Каиафа вздрогнул и остановился. Анна недолюбливал римлян, вернее, ненавидел их, и было неосторожностью со стороны Каиафы, который всеми силами старался расположить к себе старого бывшего первосвященника, этого хитрого, всех подозревающего старца, своего тестя обмолвиться в его присутствии о том, что Каиафе нравится что-нибудь римское. Так думал Каиафа. Он всегда мечтал о первосвященническом месте, но с тех пор, как Иудея лишилась своего царя – Архелай, сын Ирода Великого, был лишен трона еще императором Августом и отправлен в изгнание – она, Самария и Идумея были присоединены к римской провинции Сирии; в Иудее появилась должность прокуратора (по-еврейски – игемона), а должность первосвященника стала как бы выборной.
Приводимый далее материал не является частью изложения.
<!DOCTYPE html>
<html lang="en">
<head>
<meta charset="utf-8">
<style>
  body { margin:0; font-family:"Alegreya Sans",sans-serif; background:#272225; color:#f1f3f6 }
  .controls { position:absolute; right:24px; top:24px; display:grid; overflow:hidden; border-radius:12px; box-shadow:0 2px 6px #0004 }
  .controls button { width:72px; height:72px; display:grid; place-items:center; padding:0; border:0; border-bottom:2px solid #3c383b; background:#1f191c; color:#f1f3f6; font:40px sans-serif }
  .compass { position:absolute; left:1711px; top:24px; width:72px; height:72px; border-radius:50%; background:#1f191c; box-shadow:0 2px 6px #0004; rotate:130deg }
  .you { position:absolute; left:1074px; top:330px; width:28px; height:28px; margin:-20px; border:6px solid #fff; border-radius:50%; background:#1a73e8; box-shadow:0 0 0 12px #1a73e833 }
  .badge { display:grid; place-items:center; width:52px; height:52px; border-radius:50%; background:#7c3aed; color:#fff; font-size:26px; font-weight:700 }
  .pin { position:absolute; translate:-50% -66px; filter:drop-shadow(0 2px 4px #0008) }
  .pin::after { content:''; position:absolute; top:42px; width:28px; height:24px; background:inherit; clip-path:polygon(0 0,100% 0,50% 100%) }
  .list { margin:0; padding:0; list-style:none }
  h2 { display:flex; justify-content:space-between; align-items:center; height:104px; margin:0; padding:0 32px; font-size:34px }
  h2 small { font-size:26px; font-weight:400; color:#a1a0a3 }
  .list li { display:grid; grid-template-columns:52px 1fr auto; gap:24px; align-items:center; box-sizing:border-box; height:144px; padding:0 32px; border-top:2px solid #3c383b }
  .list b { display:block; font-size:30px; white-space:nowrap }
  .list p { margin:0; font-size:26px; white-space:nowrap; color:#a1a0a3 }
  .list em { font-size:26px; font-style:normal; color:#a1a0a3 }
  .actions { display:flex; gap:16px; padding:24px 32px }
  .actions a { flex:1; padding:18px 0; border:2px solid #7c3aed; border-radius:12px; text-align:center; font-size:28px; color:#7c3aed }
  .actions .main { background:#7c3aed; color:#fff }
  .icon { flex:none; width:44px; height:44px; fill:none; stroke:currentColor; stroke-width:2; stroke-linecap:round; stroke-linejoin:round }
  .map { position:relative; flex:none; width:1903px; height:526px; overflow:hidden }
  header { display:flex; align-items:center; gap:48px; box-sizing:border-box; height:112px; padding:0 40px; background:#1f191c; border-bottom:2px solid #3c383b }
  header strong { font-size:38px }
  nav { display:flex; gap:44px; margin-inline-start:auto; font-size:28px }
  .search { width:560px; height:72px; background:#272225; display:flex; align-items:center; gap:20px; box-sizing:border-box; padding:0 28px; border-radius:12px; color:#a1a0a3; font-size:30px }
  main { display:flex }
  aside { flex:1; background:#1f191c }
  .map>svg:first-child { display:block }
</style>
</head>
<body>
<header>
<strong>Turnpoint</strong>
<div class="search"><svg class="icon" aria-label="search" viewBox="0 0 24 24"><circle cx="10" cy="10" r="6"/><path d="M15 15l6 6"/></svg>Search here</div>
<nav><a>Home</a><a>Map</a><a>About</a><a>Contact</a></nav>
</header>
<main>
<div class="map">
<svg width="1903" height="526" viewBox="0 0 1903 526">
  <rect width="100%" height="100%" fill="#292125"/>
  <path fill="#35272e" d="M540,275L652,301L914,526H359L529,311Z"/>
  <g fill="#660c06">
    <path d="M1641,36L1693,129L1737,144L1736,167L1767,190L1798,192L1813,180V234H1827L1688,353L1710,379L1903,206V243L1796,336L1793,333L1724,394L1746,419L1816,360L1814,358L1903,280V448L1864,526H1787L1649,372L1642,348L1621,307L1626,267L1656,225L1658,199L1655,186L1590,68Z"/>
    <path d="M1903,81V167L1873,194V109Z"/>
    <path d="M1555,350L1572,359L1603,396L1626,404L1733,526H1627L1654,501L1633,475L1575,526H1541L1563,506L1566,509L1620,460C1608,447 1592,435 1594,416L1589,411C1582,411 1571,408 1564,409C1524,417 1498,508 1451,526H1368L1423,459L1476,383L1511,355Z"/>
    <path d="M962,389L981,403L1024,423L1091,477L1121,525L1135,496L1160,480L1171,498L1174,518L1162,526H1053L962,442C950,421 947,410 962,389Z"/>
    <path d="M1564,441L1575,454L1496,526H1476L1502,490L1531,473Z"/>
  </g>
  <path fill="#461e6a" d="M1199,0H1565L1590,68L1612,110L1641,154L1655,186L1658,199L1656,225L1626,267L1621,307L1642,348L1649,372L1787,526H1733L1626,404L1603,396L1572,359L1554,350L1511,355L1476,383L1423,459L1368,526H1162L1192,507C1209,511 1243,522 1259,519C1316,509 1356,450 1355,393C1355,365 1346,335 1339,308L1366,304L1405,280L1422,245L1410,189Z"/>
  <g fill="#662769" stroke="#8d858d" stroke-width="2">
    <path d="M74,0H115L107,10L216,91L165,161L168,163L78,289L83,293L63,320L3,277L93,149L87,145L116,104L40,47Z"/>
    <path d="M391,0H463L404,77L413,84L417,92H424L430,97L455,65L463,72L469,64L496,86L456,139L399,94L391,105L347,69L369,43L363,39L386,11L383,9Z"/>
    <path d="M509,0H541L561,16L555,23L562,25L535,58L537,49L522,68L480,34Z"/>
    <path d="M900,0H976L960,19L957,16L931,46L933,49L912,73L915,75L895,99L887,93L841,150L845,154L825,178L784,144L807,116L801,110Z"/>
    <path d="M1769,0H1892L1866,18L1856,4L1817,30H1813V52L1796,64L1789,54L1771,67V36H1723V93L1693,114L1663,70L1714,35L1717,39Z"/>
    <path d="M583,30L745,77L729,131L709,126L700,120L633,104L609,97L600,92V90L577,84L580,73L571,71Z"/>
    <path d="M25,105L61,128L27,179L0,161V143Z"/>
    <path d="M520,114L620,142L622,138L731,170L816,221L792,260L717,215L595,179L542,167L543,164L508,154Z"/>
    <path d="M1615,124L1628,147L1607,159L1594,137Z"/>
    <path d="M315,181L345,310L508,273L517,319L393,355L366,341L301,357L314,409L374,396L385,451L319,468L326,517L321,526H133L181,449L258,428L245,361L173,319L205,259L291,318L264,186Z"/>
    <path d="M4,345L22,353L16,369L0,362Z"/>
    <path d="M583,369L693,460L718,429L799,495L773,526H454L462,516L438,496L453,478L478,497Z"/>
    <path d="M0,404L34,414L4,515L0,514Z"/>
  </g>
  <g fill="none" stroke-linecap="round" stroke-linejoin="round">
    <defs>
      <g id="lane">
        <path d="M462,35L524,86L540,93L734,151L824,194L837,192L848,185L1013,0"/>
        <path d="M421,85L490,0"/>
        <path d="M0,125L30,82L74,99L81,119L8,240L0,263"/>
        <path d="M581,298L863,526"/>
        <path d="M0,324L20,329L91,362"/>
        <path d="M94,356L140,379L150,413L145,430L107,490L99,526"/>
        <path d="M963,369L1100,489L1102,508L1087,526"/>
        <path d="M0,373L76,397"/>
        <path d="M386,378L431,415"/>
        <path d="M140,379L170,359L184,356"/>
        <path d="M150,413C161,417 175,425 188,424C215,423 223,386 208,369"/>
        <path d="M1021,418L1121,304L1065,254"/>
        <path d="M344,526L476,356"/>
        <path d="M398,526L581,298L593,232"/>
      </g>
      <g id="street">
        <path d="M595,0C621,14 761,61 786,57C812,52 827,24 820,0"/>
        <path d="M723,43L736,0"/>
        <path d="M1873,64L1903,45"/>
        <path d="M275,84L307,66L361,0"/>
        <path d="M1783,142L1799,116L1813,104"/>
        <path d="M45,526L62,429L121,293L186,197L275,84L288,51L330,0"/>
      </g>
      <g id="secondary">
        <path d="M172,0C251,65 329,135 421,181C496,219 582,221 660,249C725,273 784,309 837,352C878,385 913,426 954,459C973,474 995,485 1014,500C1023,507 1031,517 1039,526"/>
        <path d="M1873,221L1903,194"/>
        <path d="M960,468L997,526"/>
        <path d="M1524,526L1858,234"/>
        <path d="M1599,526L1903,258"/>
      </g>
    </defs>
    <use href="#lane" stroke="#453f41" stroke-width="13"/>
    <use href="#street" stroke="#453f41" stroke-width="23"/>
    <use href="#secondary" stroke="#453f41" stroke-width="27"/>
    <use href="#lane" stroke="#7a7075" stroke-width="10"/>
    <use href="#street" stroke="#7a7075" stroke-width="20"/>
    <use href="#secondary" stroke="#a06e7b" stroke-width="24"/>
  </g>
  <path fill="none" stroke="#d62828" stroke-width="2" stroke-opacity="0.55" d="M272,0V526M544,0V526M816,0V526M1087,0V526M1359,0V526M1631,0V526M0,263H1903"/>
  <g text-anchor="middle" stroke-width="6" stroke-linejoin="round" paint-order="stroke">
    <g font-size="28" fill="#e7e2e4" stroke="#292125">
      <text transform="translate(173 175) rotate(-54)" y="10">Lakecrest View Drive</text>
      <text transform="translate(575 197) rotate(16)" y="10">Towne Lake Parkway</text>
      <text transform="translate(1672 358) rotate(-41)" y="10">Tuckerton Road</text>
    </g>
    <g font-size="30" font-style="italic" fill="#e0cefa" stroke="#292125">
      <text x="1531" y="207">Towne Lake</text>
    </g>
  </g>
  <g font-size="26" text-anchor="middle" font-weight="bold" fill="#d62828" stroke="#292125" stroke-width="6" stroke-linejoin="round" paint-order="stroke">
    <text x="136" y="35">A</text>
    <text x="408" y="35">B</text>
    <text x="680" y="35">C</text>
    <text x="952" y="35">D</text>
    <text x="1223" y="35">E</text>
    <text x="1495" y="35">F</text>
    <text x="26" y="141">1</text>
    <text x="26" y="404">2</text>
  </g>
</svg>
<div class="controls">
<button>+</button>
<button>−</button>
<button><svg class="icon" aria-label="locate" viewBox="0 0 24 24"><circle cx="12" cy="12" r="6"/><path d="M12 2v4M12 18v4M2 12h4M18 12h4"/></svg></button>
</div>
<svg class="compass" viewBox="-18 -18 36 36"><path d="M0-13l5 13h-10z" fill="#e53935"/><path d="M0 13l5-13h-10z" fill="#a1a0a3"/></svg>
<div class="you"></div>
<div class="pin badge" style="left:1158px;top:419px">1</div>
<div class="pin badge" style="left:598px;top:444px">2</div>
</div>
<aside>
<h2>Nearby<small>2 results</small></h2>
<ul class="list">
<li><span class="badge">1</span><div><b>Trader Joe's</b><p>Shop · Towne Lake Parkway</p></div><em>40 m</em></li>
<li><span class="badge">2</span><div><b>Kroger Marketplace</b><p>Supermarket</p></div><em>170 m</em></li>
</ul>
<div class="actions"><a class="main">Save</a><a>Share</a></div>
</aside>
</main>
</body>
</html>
И прокуратор, и первосвященник подчинены были императорскому легату в Сирии, который и назначал на эти должности, кого хотел, дав предварительно императору лестную характеристику очередной кандидатуре. Таким образом, Каиафе приходилось угождать и Анне, так как именно из его рода назначались первосвященники, и римлянам – легату и прокуратору, так как первый обладал властью назначать первосвященников, а второй мог написать на него жалобу легату или самому императору. Тиверий же был непостоянен, капризен, подозрителен, а потому и доверчив к доносам и даже к анонимкам. Именно он на четвертом году своего правления одним своим истерическим словом лишил Анну формальной власти. Каиафа, благодаря своей услужливости, умению угождать и вашим и нашим, удерживал эту должность за собой уже несколько лет и, конечно, терять ее не собирался. Не для того он стал зятем Анны, старался поддерживать хорошие отношения с Валерием Гратом, а теперь с Пилатом и столько лет льстил императорскому наместнику в Сирии Люцию Виттелию!
Теперь Анна уже любовался Каиафой, этим огромным детиной, склонного к истерике всякий раз, как только мелькнет перед ним опасность – настоящая или мнимая – потерять первосвященническое место. То, что Каиафа всячески угождал римлянам да и по своему внутреннему убеждению склонен был считать, что римляне несут высокую культуру иудеям и старался им подражать в некоторых мелочах, для Анны не было тайной. Каиафа был слишком труслив, чтобы нанести какой-нибудь вред Анне и его семье своими увлечениями, тем более, что Анна и меры предпринял, сумев поставить своего зятя по отношению к себе раз и навсегда в положение подчиненное, зависимое, несамостоятельное.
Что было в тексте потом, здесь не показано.